The predictions from the fitted tinyVAST model can be quickly extracted using a helper function VASTpreds. This function will format the predictions into several data frames, and provide the density and count estimates for each reach at each time period. It also provides upper and lower 95% confidence bounds, based on samples drawn from the posterior distribution. If desired, it can also produce area under the curve estimates useful for many salmonids (note, not AUC as in the AUROC statistic for classification success). Users can also specify the number of simulated draws to make for estimating confidence intervals. A bias correction option exists for removing the transformation bias associated with drawing normal samples from the posterior of a poisson distrubtion, but it is computationally expensive and time consuming. Users can also supply a newdata argument if predictions at a specific points are desired, though the predict function can also be used on fit for a similar effect.

Mill.vast<-VASTpreds(streamvast = Mill.vast,makeauc = T,nsims = 100,bias.correct = F)

This function will have filled in many of the remaining components in the streamvast object. The “stats” component has some summary stats. By default, the “preds” component will contain estimates scaled to full survey effort, and reflects the best estimate of density for each reach at each time. The “eval” componenet contains fitted values matched to observed survey effort, and is useful for evaluating residuals. Spacedata and timedata provide average estimates by time or space. Aucdata is a list that contains area under the curve estimates for each reach and year, as well as totals by year. The “sims” component contains simulated counts of several types based on the posterior draws.

It’s always a good idea to plot your residuals. Tinyvast models are also compatible with the DHARMa package to make useful plots for assessing problems. A helper function makes it easier


resplot<-ggplot(data=Mill.vast$eval)+
  geom_point(aes(x=fit_Density,y=Density))+
  geom_abline(slope = 1,intercept = 0,col=2,linetype=2,linewidth=1)+
  theme_bw()+xlab("Predicted Density")+ylab("Observed Density")

dharmaplot<-Dharmaplot(Mill.vast,span = .2)
grid.arrange(resplot,dharmaplot,ncol=2)

Looks ok!

A second functon can produce maps from the output.

plotPredictionMap(streamvast = Mill.vast,mapvar = "pred_Density")

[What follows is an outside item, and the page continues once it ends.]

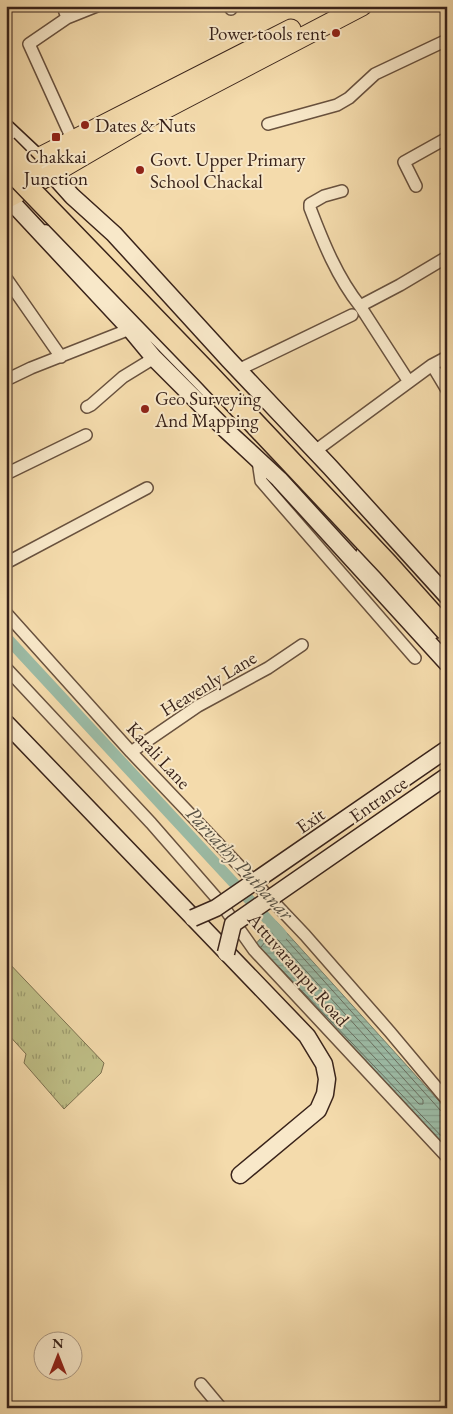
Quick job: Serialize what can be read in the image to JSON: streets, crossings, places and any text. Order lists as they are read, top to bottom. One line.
{"streets":{"street":["Heavenly Lane","Karali Lane","Entrance","Exit","Attuvarampu Road"]},"crossings":[["Heavenly Lane","Karali Lane"]],"water":["Parvathy Puthanar"],"places":{"other":["Power tools rent","Dates & Nuts","Govt. Upper Primary School Chackal","Geo Surveying And Mapping"],"transit":["Chakkai Junction"]},"north":"top"}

These maps can also be faceted by year, month, etc.

plotPredictionMap(streamvast =Mill.vast, subset=Mill.vast$preds$Year%in%c(2014,2016,2018,2020), mapvar="pred_Density",facet = "Year",make.labels = F,xaxis.breaks = NA,yaxis.breaks = NA)

Additional maps can be easily generated using generic plotting functions. For instance, the average density with respect to space is stored under the “spacedata” slot.

ggplot(data=Mill.vast$spacedata)+
  geom_point(aes(x=Reach,y=Density))+ggtitle("Mill Creek - Average Density by Reach")+
  geom_line(aes(x=Reach,y=pred_Density))+
  geom_line(aes(x=Reach,y=pred_Density_upper),linetype=3)+
  geom_line(aes(x=Reach,y=pred_Density_lower),linetype=3)+theme_bw()

Similarly, the pattern over time is stored in “timedata.”

year.breaks<-aggregate(Mill.vast$timedata$Dayseq,by=list(Mill.vast$timedata$Year),FUN=min)

ggplot(data=Mill.vast$timedata)+
  geom_point(aes(x=Dayseq,y=Density))+ggtitle("MAG - Average Density by Reach")+
  geom_line(aes(x=Dayseq,y=pred_Density))+
  geom_line(aes(x=Dayseq,y=pred_Density_upper),linetype=3)+
  geom_line(aes(x=Dayseq,y=pred_Density_lower),linetype=3)+theme_bw()+
  scale_x_continuous(breaks = year.breaks$x,labels = year.breaks$Group.1)

The easiest way to save a fitted model is as an RDS object.

In the next chapter, we will discuss some additions and extensions of this model that can be used to generate escapement estimates for salmonid populations in the Pacific Northwest.